Digg Goes to the Source to Avoid Duplicates
Digg’s CSS started to go a little crazy about 10 minutes ago, which is a good sign that we would start seeing some new features showing up… and Digg didn’t let us down.
The main aspect to this update was to introduce a new ‘Dupe Detection’ system that users have been screaming for. Like some of the recent changes Digg has rolled out, this seems to be another really useful change that will only make the submission process easier and cut down on duplicate submissions.
The changes begin as soon as you attempt to submit an article. Digg immediately goes to the source of your submission and scrapes the page, analyzing various aspects to determine if the content might be a duplicate.
If Digg suspects the content might be a duplicate, then they display the possible duplicate submissions for you to review, before you even begin the submission process.
Not only will it help to save time submitting content that is only going to end up being a duplicate anyhow, this will also help to solve some of the various tricks users would try in order to fool to duplicate content system, such as adding additional parameters to the end of the submission url.
“To better understand the nature of the problem, we analyzed the types of duplicate stories being submitted. Most common are the same stories from the same site, but with different URLs. Our R&D team came up with a solution that identifies these types of duplicates by using a document similarity algorithm. Look for a separate tech blog post on how this works, but it has proven to be a reliable way of identifying identical content from the same source.” — Digg Blog
At this point you either have to abandon the submission or click the ‘My story has no duplicates’ button, which could potentially put your account in jeopardy if it is indeed a duplicate story. (Be warned that even before this system, users were warned about submitting duplicate content. Digg will ban accounts for submitting obvious duplicate content.)
“We’ll also be monitoring when certain Diggers choose to bypass high-confidence duplicates and will use this data to continue to improve the process going forward.” — Digg
Is the new system perfect?
No, as you can see in the picture below of a story that was release just a few minutes before its submission was attempted.
Digg found the following potential dupes:
However, at least you can make this determination at the beginning of the process instead of after you have filled out all the submission details.
If Digg does not detect any duplicate submissions after scanning the source, then you will not see this screen and will be shown Step 2 of the submission process.
One additional benefit to Digg scraping the source prior to being able to submit, is that they now automatically pull the title and a description (the first paragraph) as a recommendation.
In addition to the ‘Dupe Detection’ system being rolled out, Digg also made a few other minor changes.
Not sure how many people noticed, but Digg removed the ‘views’ count from the DiggBar. Originally it was only showing DiggBar views and since non-Digg users were being redirected, the data was inaccurate at best.
With the new updates today, the ‘views’ counter has returned, and should be showing all views to the content, not just the DiggBar views.

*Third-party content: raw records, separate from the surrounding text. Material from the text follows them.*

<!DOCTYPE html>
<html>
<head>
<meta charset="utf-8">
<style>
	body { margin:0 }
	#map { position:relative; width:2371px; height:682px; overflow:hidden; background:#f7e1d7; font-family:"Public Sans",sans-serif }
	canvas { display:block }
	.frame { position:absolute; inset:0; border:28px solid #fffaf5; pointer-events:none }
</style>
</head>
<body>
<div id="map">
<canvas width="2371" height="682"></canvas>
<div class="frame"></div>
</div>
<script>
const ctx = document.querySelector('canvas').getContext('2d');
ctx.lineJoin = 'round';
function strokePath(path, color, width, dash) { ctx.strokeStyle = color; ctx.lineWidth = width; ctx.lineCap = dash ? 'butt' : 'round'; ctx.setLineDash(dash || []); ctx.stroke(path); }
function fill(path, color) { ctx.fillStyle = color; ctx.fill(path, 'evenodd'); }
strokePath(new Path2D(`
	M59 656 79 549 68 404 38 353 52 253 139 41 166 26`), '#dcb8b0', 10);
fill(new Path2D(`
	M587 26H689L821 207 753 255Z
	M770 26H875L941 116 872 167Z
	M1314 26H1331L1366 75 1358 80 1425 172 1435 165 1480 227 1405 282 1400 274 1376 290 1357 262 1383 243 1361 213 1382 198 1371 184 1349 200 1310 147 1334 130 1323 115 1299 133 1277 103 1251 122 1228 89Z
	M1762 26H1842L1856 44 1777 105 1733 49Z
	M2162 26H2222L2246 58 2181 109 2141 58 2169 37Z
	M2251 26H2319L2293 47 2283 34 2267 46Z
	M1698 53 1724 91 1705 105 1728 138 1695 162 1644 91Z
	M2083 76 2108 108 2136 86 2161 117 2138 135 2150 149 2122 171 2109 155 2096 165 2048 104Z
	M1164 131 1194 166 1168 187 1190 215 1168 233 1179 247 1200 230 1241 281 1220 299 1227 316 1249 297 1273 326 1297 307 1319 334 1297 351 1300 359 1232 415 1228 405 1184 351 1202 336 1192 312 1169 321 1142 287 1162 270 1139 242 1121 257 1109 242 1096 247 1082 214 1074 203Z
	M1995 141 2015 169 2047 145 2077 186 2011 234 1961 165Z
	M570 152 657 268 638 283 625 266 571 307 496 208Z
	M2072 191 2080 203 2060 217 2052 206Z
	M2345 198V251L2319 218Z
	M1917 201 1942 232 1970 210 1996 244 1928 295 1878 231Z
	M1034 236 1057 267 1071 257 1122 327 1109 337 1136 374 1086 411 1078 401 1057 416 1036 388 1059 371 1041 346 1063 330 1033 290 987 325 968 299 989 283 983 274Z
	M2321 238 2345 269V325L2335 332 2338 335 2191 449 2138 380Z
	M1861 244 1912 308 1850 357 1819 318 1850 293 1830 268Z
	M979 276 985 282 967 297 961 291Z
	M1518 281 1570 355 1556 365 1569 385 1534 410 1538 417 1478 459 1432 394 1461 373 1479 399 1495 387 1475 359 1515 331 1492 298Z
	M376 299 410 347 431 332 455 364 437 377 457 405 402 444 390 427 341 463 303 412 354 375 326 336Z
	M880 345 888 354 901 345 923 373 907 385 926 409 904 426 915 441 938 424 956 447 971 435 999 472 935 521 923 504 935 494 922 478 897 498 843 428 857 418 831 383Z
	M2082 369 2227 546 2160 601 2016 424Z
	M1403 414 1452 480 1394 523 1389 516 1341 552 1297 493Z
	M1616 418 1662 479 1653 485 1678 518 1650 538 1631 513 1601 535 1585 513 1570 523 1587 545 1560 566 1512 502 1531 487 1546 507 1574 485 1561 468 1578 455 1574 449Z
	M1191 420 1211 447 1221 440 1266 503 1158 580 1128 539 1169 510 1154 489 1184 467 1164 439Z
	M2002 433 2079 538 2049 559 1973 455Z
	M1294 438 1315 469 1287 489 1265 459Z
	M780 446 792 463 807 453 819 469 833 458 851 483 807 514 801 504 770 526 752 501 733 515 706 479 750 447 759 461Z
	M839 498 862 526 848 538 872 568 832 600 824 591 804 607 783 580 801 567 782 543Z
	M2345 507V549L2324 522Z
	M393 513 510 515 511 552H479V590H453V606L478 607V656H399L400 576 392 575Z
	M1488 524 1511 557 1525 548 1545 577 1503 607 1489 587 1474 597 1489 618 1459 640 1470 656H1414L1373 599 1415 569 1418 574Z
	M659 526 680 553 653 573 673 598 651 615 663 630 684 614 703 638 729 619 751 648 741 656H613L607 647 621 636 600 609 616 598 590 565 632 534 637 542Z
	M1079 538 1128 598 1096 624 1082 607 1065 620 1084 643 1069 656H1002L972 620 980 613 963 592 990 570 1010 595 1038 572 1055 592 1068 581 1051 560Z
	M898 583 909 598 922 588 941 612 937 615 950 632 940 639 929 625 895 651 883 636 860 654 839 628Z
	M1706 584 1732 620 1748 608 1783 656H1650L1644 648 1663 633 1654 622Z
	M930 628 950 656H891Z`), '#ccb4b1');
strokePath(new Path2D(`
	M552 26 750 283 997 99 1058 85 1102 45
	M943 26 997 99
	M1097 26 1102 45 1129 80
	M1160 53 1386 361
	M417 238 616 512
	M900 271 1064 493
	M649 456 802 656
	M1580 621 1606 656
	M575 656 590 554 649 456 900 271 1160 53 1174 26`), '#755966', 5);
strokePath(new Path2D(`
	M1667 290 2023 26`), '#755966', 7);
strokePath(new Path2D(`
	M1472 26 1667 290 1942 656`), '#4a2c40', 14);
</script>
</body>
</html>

When looking at the various sections of Digg, you will notice a ‘more’ button that appears when you hover over an articles description. Clicking the ‘more’ button takes you to the article page where you can view the ongoing discussion in comments.

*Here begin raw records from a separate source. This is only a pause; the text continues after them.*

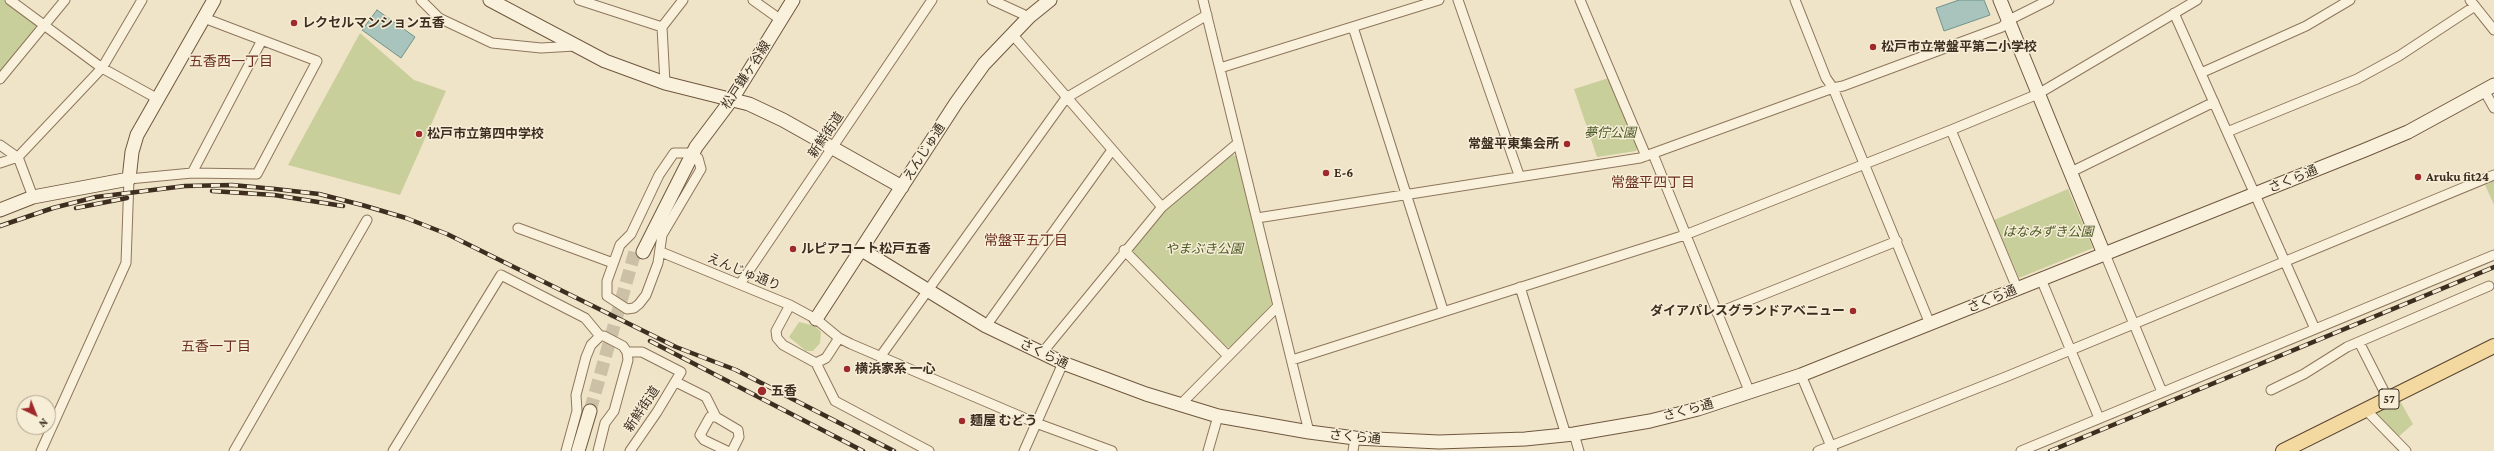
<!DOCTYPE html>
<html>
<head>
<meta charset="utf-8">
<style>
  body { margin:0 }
  #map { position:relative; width:2494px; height:451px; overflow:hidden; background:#f0e4c8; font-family:"Crimson Pro",serif }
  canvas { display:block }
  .north { position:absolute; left:16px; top:395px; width:40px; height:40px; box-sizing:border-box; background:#f7eed8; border:1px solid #ada18e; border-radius:50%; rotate:137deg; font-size:11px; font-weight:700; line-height:16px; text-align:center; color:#3d2e20 }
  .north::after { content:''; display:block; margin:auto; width:14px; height:18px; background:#9e2a2b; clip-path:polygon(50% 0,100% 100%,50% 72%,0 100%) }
</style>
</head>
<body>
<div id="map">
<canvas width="2494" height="451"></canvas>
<div class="north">N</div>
</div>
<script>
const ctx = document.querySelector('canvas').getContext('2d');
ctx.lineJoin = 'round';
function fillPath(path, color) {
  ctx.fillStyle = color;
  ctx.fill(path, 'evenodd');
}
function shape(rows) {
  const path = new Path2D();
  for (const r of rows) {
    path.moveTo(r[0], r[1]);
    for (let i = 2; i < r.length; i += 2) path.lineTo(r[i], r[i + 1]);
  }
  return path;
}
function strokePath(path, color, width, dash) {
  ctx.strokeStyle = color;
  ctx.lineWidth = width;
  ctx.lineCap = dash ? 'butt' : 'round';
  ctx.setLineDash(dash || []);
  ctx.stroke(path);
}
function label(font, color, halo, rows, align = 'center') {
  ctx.font = font + ' "Crimson Pro","Noto Sans JP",serif';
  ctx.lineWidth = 3;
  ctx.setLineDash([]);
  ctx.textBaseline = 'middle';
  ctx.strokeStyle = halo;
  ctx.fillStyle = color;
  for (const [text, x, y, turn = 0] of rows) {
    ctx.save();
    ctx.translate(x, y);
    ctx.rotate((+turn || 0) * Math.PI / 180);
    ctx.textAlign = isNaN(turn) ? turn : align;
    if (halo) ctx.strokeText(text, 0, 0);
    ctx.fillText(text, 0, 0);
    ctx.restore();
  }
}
fillPath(shape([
  [0,0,4,0,36,25,36,30,0,73],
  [360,33,414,80,446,91,400,195,288,165],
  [1609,78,1638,146,1636,151,1597,157,1574,89],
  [1232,154,1236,156,1272,304,1231,347,1227,347,1132,253,1132,248,1160,216],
  [2494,181,2494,205,2485,185],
  [2068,189,2093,248,2019,278,1994,220],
  [799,322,815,326,821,332,820,343,813,351,806,351,789,337],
  [2399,399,2413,424,2397,438,2371,412]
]), '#c9cf9b');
const water = shape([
  [1959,0,1984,0,1990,15,1944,31,1936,8,1959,0],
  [377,10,415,37,401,58,362,30,377,10]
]);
fillPath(water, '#a9c4bc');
strokePath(water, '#6f938a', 1);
strokePath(shape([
  [590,411,636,248]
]), '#ccc0a6', 13, [13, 6]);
const street = shape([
  [10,0,102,68,158,99],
  [421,0,439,18,492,43,541,48,575,46],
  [579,0,662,27],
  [753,0,781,20],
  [992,0,1029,17],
  [1203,0,1309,432],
  [1458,0,1519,175],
  [1580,0,1646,156],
  [1795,0,1826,78,1833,88,1843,86,2002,27,2009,20,2049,0],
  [2470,0,2494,30],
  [2174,13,2315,329],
  [1353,27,1443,310],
  [1012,34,1162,207],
  [1220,68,1439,0],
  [2201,73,2306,26,2350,0],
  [0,79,65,0],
  [665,83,662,27,683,0],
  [2485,92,2494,108],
  [1951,130,2017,288],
  [2227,132,2357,79,2399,56,2475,6],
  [0,145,17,157],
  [690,153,674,153,659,175,631,234,620,245,607,281,607,296,627,309,634,308,639,304,646,295,658,263,662,235,701,169,698,158,692,154],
  [1653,154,1750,393],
  [18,157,33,197],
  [0,163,18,157,102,68,142,0],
  [2071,172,2214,102],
  [192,173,262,40],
  [1257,218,1640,158,1833,88,1930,324],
  [518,228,613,263],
  [1124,250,1228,356],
  [661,252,790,305,816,319,839,338,851,344,1036,423,1112,451],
  [2105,254,2162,392],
  [2041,279,2099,418],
  [740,284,932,0],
  [1520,287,1566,435],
  [790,305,776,331,777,338,783,345,816,363,826,358,839,338],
  [1717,313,1897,241],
  [986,326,1112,150],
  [2359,342,2388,399],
  [627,352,642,352,681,372,657,412,630,451],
  [1042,353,1162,207,1238,143],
  [880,357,1066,98,1207,15],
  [1292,360,1685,235,1951,130,2038,94,2197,0],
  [816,363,835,401,929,451],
  [1801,375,1833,451],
  [676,382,706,397,716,417],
  [2271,390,2304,374,2347,347,2489,286],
  [1180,405,1277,307],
  [2367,411,2406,451],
  [1574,434,1579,451],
  [41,451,126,263,129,179,192,173,257,174,317,61,204,18],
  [234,451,367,220],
  [393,451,501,275,585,318,600,336],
  [566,451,577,411,576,395,586,357,591,345,600,336,604,336,623,346,627,352,628,360,614,411,605,423,598,451],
  [727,451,704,440,700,435,710,417,716,417,738,430,739,437,732,451],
  [1024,451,1063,363],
  [1208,451,1218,416],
  [1353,451,1355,438],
  [1818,451,2008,376,2494,175],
  [2021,451,2494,255]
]);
const secondary = shape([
  [490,0,605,61,665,83,749,104,783,120,902,187],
  [2000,0,2104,254],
  [0,210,33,197,129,179,132,152,137,135,214,0],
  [862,250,986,326,1063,363,1146,394,1218,416,1309,432,1355,438,1439,442,1525,439,1574,434,1650,421,1698,409,1801,375,2365,150,2408,132,2494,85],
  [643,252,696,147,732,99,793,0],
  [816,319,956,103,984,64,1029,17,1050,0],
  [578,451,590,411]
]);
const primary = shape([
  [2283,451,2494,346]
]);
strokePath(street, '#8d765c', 11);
strokePath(secondary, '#6f573f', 15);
strokePath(primary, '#5b4430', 16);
strokePath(street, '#faf1dc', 9);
strokePath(secondary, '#faf1dc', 13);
strokePath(primary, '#f3d9a0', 14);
const rail = shape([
  [212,191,274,195,343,206],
  [76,208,127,198],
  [0,226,53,208,96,197,185,186,232,185,275,189,319,194,362,205,406,218,447,234,676,347,736,370,894,451],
  [650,341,863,451],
  [2050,451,2494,267]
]);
strokePath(rail, '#3d2e20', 4.5);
strokePath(rail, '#f7eed8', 3, [9]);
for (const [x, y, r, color] of [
  [294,23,4,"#9e2a2b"],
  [1873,47,4,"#9e2a2b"],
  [419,134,4,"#9e2a2b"],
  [1567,144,4,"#9e2a2b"],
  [1326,173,4,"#9e2a2b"],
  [2418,177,4,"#9e2a2b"],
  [793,249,4,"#9e2a2b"],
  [1853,311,4,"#9e2a2b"],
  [847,369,4,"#9e2a2b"],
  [762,391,5,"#9e2a2b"],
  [962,421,4,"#9e2a2b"]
]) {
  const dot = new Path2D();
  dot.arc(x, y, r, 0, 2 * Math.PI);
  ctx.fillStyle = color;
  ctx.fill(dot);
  strokePath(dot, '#f7eed8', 1.5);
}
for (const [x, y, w] of [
  [2389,399,20]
]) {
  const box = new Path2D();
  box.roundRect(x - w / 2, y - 10, w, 20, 3);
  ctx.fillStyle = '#f7eed8';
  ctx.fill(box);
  strokePath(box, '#3d2e20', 1);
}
label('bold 12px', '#3d2e20', null, [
  ["57",2389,399]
]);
label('bold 13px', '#3d2e20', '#f7eed8', [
  ["レクセルマンション五香",302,23],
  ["松戸市立常盤平第二小学校",1881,47],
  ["松戸市立第四中学校",427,134],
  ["常盤平東集会所",1559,144,"right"],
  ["E-6",1334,173],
  ["Aruku fit24",2426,177],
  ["ルピアコート松戸五香",801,249],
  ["ダイアパレスグランドアベニュー",1845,311,"right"],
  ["横浜家系 一心",855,369],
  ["五香",771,391],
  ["麺屋 むどう",970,421]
], 'left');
label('13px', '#3d2e20', '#f7eed8', [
  ["松戸鎌ヶ谷線",746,75,-57],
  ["新鮮街道",826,135,-56],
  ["えんじゅ通",924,152,-57],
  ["さくら通",2293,179,-22],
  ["えんじゅ通り",744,272,22],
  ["さくら通",1992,299,-22],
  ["さくら通",1044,354,25],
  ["新鮮街道",642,409,-56],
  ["さくら通",1688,410,-15],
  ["さくら通",1355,437,5]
]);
label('italic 13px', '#4d5a26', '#f7eed8', [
  ["夢佇公園",1610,133],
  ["はなみずき公園",2048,232],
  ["やまぶき公園",1204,249]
]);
label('14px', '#6b2e1e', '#f7eed8', [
  ["五香西一丁目",231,62],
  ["常盤平四丁目",1653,183],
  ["常盤平五丁目",1026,241],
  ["五香一丁目",216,347]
]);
</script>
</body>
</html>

All in all, I think the addition of the new ‘Dupe Detection’ and the new submission process will help a lot in reducing duplication and the time it takes to submit your stories.
Edit: This post just hit the front page of Digg… Funny part is that it went to the front page at the exact same time as the Digg Blog post about… the same exact topic.
I actually did not know the Digg blog post was out when I wrote this article, and did not know it was up until Jen emailed me the link.
Also both articles are quite different, Digg’s being about announcing the feature, and mine explaining what it does and walking through the process.
So I would hardly consider the example above to be a failure in the detection system.